5)Requires funds benefitting disadvantaged communities and funds
benefitting low-income households to be counted separately for
the purposes of meeting the targets.
Staff
Comments:1)
Purpose of Bill. According to the author, "Low-income
communities and communities of color are and will continue to be
disproportionately impacted by the effects of our changing
climate. As we think about how to structure our state's climate
programs - as we discuss percentages and parameters - this is a
reality we cannot ignore and must strive to remedy. AB 1550
builds on the successes of our climate equity efforts to date by
ensuring a greater investment in California's environmentally
and socioeconomically disadvantaged populations. The bill
requires that at least 25% of cap-and-trade funds be spent on
projects located directly within disadvantaged communities, as
identified by the state's environmental health screening tool,
to ensure that the level of investment in DACs equals their
share of the population. The bill also requires an additional
20% of funds to benefit low-income households.
"While CalEnviroScreen is a valuable tool for capturing
cumulative impacts in communities, it is widely recognized that
there are poor and working-class households that lie outside of
DACs - but that struggle to make ends meet and spend a large
portion of their incomes on necessitates - such as energy,
water, housing, and transportation.
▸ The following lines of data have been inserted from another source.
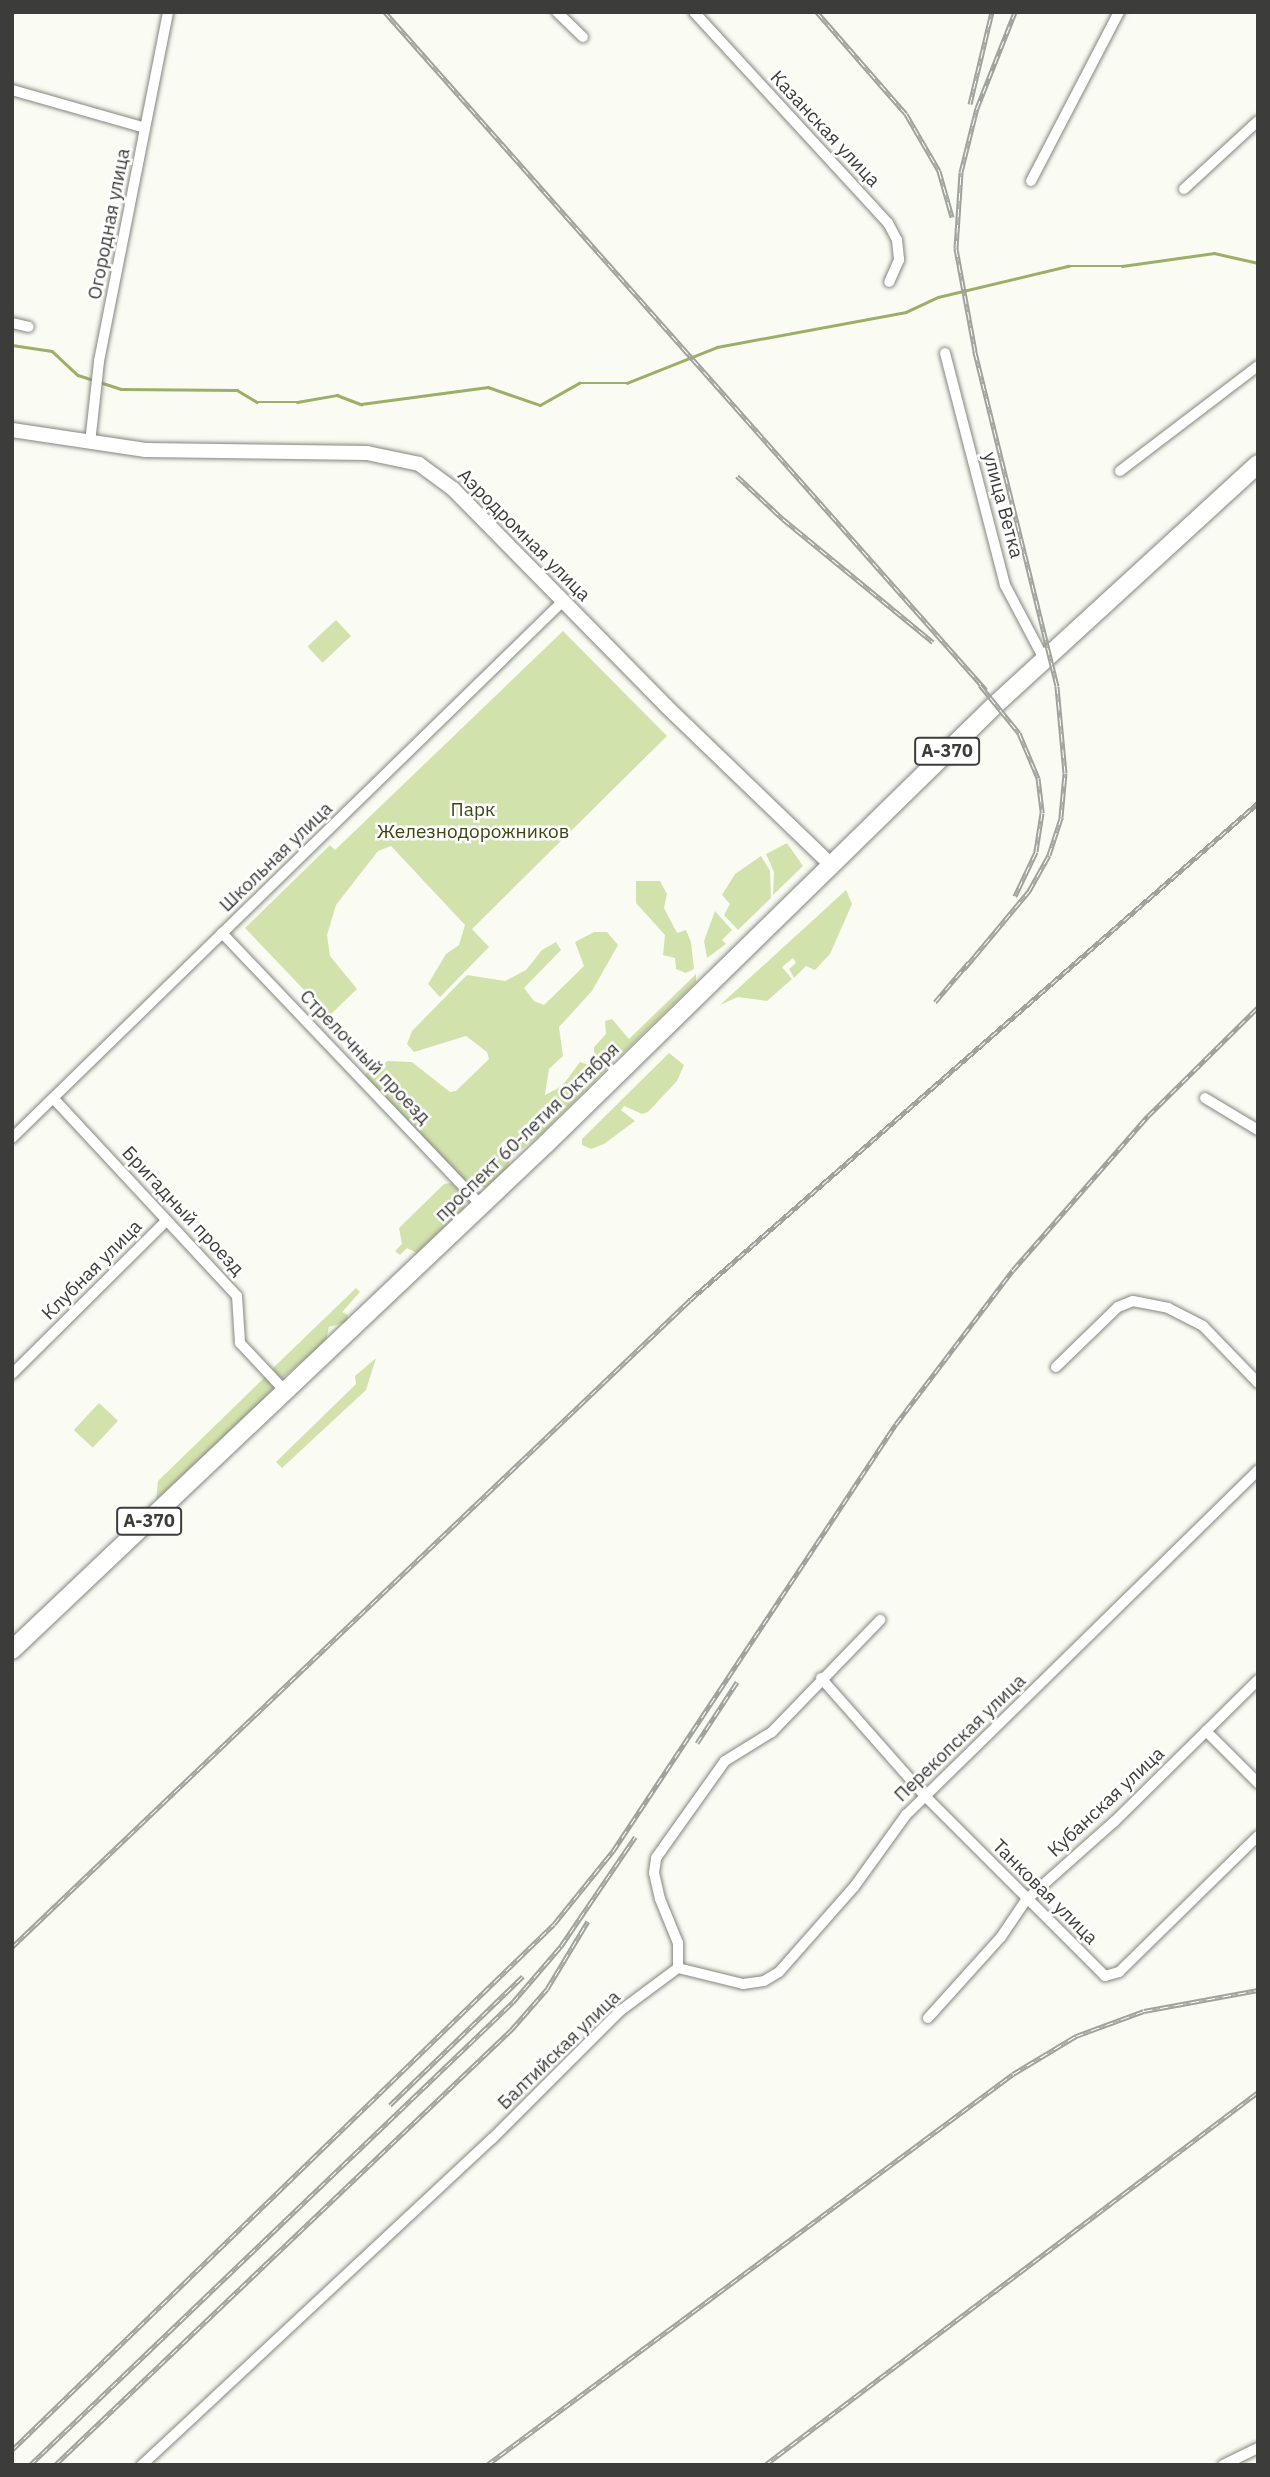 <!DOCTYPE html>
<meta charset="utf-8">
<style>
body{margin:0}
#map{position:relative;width:1270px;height:2477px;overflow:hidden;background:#fafcf4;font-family:"IBM Plex Sans",sans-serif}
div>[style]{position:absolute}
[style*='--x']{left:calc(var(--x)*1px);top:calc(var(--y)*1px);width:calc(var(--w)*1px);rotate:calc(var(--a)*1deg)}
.green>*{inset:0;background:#d2e2ad;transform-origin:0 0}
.stream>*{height:2.5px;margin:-1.25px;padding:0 1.25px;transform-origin:1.25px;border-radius:1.25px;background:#9baf67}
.roads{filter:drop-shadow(0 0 2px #83867e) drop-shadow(0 0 2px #83867e)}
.street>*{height:10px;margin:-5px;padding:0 5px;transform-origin:5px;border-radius:5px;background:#fff}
.secondary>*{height:14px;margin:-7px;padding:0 7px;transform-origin:7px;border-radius:7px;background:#fff}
.highway>*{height:18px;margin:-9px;padding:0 9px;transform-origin:9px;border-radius:9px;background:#fff}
.rail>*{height:5px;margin-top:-2.5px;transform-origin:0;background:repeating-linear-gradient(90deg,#fff 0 8px,#a0a29c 0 16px);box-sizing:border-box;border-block:2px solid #a0a29c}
span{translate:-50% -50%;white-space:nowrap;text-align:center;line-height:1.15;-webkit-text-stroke:5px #fff;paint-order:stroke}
.shield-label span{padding:2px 5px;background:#fff;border:2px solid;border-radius:5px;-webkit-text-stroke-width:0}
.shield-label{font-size:18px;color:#3c3d3a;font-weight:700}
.street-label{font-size:19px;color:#3c3d3a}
.park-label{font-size:19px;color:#3b4712}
.frame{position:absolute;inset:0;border:14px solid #3c3d3a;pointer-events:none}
</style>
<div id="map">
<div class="green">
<i style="left:336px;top:620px;width:22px;height:39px;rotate:47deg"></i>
<i style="clip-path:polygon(563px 631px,667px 736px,472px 929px,489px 947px,440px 997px,428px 984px,446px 954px,459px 945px,465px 925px,391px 846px,378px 851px,336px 905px,327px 935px,330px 956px,357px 989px,329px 1016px,245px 928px,330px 845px,335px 850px)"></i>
<i style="clip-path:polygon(787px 843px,803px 866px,773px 895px,774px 872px,766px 854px)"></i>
<i style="clip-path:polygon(761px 856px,770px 871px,771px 898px,738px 930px,724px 915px,730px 904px,722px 895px,735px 874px)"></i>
<i style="clip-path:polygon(636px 881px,660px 881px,667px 894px,664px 908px,677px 933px,686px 930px,691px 942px,694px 969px,686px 973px,676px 969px,675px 958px,663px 955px,665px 935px,636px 903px)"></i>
<i style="clip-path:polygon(846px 890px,852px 904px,830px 954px,815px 970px,806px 966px,794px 978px,789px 969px,796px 963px,793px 958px,782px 967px,792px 979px,767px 1001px,738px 997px,720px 1005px)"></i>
<i style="clip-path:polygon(715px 911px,732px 930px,722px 940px,726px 944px,707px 958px,704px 941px)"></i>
<i style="clip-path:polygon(594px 932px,607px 932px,618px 945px,592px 991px,559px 1027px,563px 1056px,549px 1069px,545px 1095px,562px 1086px,580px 1062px,594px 1067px,594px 1047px,606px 1034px,605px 1021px,612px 1019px,629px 1039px,696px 974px,696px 982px,620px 1056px,616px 1052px,610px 1057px,614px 1062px,538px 1137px,512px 1156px,508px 1167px,486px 1188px,467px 1184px,365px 1076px,367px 1072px,388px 1061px,412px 1062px,450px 1092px,456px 1091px,489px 1059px,487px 1052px,466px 1036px,414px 1052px,407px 1044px,412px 1031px,467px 975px,505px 981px,526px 970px,542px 950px,556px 942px,561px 950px,524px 988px,534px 1001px,544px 1005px,584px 966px,575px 942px)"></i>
<i style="clip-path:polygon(669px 1053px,684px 1065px,677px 1081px,648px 1112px,642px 1114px,624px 1106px,621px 1110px,635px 1121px,604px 1144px,591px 1149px,582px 1145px,582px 1139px)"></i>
<i style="clip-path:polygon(451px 1183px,464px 1195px,465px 1207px,417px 1253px,407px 1248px,400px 1255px,395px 1251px,402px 1244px,399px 1228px,444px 1184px)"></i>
<i style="clip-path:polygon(356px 1288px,360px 1292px,342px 1312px,348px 1315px,347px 1322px,329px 1327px,326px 1341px,281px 1379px,272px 1369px)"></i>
<i style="clip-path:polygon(376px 1358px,366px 1390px,282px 1468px,276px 1462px,356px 1384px,355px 1376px)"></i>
<i style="clip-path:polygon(266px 1376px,273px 1388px,259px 1405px,156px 1500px,158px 1481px)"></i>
<i style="left:99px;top:1403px;width:26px;height:37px;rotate:43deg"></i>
</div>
<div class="stream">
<i style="--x:12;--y:345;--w:40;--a:8.5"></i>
<i style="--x:52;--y:351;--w:35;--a:43"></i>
<i style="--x:78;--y:375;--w:45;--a:18"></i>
<i style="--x:121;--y:389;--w:116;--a:0.5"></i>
<i style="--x:237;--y:390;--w:23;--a:31"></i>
<i style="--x:257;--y:402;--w:40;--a:0"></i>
<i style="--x:297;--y:402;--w:41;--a:-9.9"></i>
<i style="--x:337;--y:395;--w:26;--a:21"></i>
<i style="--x:361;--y:404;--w:128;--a:-7.6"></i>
<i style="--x:488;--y:387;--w:55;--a:19.1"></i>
<i style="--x:540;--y:405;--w:45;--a:-29.4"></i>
<i style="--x:579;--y:383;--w:48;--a:0"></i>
<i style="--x:627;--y:383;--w:97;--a:-21.8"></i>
<i style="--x:717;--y:347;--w:192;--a:-10.5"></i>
<i style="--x:906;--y:312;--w:35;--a:-25"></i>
<i style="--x:938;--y:297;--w:134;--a:-13.4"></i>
<i style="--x:1068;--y:266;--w:54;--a:0"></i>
<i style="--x:1122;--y:266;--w:93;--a:-8"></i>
<i style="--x:1214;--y:253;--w:45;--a:12.8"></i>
</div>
<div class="roads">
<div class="street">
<i style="--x:557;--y:12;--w:36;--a:44"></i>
<i style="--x:694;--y:12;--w:287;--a:47.4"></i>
<i style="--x:888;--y:223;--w:19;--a:62"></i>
<i style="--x:897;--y:240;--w:20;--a:84"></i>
<i style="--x:899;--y:260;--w:24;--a:114"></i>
<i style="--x:12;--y:90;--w:138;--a:15.9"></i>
<i style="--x:1031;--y:181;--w:191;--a:-62.5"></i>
<i style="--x:1184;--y:189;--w:100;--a:-42.6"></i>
<i style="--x:12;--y:323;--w:17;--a:13"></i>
<i style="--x:945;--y:353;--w:240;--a:75.5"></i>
<i style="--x:1005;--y:585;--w:84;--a:62.2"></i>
<i style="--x:90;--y:443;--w:82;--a:-83.7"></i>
<i style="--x:99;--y:361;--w:356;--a:-78.8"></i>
<i style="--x:1120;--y:471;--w:173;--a:-37.3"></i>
<i style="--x:222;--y:933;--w:376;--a:46.4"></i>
<i style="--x:1205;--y:1098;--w:62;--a:31.1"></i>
<i style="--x:54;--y:1099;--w:269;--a:47.1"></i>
<i style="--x:237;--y:1296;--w:47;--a:86.3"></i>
<i style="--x:240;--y:1343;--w:66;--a:46.8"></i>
<i style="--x:12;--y:1138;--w:771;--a:-44.26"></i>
<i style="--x:1056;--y:1367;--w:86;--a:-44.1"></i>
<i style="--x:1118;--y:1307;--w:16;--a:-22"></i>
<i style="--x:1133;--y:1301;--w:36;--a:11"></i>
<i style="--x:1168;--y:1308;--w:39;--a:27"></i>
<i style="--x:1203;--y:1326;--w:79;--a:46"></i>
<i style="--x:12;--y:1374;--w:217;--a:-44.8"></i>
<i style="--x:821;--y:1678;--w:157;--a:48.6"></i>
<i style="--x:925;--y:1796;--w:255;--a:45"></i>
<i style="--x:1105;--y:1976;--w:15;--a:-16"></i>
<i style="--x:1119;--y:1972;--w:194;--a:-44.4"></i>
<i style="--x:1206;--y:1731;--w:74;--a:45"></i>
<i style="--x:678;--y:1968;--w:67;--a:13.8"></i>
<i style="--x:743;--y:1984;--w:21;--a:-8"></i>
<i style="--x:764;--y:1981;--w:17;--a:-31"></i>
<i style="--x:779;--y:1972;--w:113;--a:-48.6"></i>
<i style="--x:854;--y:1887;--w:89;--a:-54.2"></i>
<i style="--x:906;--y:1815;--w:493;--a:-44.4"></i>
<i style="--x:928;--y:2018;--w:109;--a:-48"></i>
<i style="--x:1001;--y:1937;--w:45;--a:-56"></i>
<i style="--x:1026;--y:1900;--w:118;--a:-41.6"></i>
<i style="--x:1114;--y:1822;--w:202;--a:-44.6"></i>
<i style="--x:142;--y:2465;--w:478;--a:-43"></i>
<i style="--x:492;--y:2139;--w:181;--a:-45"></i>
<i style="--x:620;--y:2011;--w:72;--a:-36.6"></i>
<i style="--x:678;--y:1968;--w:25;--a:-90"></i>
<i style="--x:678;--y:1943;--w:48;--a:-112.2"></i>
<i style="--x:660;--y:1899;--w:27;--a:-103"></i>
<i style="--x:654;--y:1873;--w:15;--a:-82"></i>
<i style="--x:656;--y:1858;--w:119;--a:-54.6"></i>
<i style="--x:725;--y:1761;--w:55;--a:-31.7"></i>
<i style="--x:772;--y:1732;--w:156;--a:-46"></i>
<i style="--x:1223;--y:2465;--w:39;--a:-26"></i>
</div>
<div class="secondary">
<i style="--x:12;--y:430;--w:135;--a:8.5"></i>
<i style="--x:146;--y:450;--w:221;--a:0.8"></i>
<i style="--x:367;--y:453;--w:53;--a:11.9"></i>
<i style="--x:419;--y:464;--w:42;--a:36.3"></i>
<i style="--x:453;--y:489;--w:303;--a:45.5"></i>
<i style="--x:665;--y:705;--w:231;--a:43.9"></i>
</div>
<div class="highway">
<i style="--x:12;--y:1650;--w:736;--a:-43.46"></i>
<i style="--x:546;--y:1144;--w:629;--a:-44.36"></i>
<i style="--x:996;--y:704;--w:355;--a:-42.5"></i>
</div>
</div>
<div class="rail">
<i style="--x:385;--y:12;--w:906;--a:48.45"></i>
<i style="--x:817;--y:12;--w:135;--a:48.9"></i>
<i style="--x:906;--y:114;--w:66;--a:59.9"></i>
<i style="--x:939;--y:171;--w:48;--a:74.2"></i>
<i style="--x:970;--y:104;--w:95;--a:-76.6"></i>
<i style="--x:737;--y:476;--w:63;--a:43.1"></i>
<i style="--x:783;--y:519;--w:194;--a:39.4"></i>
<i style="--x:980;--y:685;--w:62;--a:50.9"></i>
<i style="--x:1019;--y:733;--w:49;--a:67.1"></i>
<i style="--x:1038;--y:778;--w:35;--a:83"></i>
<i style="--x:1042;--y:813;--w:39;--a:99"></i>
<i style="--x:1036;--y:852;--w:49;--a:115.5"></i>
<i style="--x:964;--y:969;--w:102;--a:-50.2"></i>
<i style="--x:1029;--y:891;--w:41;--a:-60.9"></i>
<i style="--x:1049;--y:855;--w:40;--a:-72"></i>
<i style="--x:1061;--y:817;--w:44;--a:-84.8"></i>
<i style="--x:1065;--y:773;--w:87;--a:-95.3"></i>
<i style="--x:1057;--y:686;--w:345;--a:-103.8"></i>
<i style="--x:975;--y:351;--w:105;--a:-100.5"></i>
<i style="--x:956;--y:248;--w:76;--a:-86.2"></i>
<i style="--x:961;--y:172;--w:66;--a:-76"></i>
<i style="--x:977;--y:108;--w:103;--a:-68.4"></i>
<i style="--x:935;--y:1002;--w:52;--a:-49.6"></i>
<i style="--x:697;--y:1743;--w:73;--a:-56.7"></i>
<i style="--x:12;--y:1947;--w:937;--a:-43.66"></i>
<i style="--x:690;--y:1300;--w:755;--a:-41.19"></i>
<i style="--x:390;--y:2105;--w:185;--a:-44.1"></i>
<i style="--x:12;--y:2450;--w:755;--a:-44.14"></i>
<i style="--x:554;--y:1924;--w:94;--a:-51.1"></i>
<i style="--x:613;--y:1851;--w:512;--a:-56.47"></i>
<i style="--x:896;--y:1424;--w:193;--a:-52.8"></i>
<i style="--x:1013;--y:1270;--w:205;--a:-48.8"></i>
<i style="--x:1148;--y:1116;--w:155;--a:-44.7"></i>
<i style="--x:30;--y:2465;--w:669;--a:-43.79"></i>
<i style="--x:513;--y:2002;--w:74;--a:-49.4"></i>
<i style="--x:561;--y:1946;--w:132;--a:-55.8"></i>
<i style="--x:55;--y:2465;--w:632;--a:-43.65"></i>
<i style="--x:512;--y:2029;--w:53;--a:-48.8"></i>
<i style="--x:547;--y:1989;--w:79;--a:-58.9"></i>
<i style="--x:487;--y:2465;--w:655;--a:-36.63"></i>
<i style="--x:1013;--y:2074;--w:74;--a:-31.1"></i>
<i style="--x:1076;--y:2036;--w:72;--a:-20.2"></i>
<i style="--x:1144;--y:2011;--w:116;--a:-10.4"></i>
<i style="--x:765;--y:2465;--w:618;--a:-37.11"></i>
</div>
<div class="shield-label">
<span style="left:947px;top:751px">А-370</span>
<span style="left:149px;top:1521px">А-370</span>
</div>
<div class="street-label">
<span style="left:825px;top:129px;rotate:47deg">Казанская улица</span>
<span style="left:109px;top:224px;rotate:-79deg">Огородная улица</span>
<span style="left:1003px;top:505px;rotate:75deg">улица Ветка</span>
<span style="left:524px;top:535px;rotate:45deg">Аэродромная улица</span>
<span style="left:276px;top:857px;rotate:-44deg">Школьная улица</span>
<span style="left:365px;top:1057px;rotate:46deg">Стрелочный проезд</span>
<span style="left:527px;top:1132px;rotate:-44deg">проспект 60-летия Октября</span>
<span style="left:183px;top:1211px;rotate:47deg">Бригадный проезд</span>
<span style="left:92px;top:1270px;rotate:-45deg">Клубная улица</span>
<span style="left:960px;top:1738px;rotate:-44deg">Перекопская улица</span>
<span style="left:1106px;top:1802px;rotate:-43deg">Кубанская улица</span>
<span style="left:1045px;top:1892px;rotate:45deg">Танковая улица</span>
<span style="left:559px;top:2050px;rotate:-44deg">Балтийская улица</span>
</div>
<div class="park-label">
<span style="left:473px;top:821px">Парк<br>Железнодорожников</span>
</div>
<div class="frame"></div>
</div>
If we wish to foster a
shared, statewide commitment to tackling pressing environmental
issues, we must take advantage of opportunities to reduce
greenhouse gas emissions and build sustainable communities while
lifting poor and working Californians out of poverty.
AB 1550 (Gomez) Page 4 of
?
"A greater investment in California's environmentally and
socioeconomically disadvantaged populations has the potential to
yield significant climate, public health, and cost benefits
while helping bridge the 'green divide'."
Taking a larger piece out of a smaller pie. The most recent
auction in May of 2016 yielded a sale of only 2% of the state
allowances, resulting in only $10 million of cap-and-trade
revenues for the state (of the $500 million projected). This
bill would result in a larger portion of moneys for
disadvantaged communities and low-income households, which, in
turn, will result in a significant reduction of funds available
for emissions reduction projects in the rest of the state. To
the extent that administering agencies focus on meeting the
requirements outlined in this bill more than funding projects
that yield the greatest GHG emission reductions, this bill could
result in less efficient and effective uses of GGRF monies.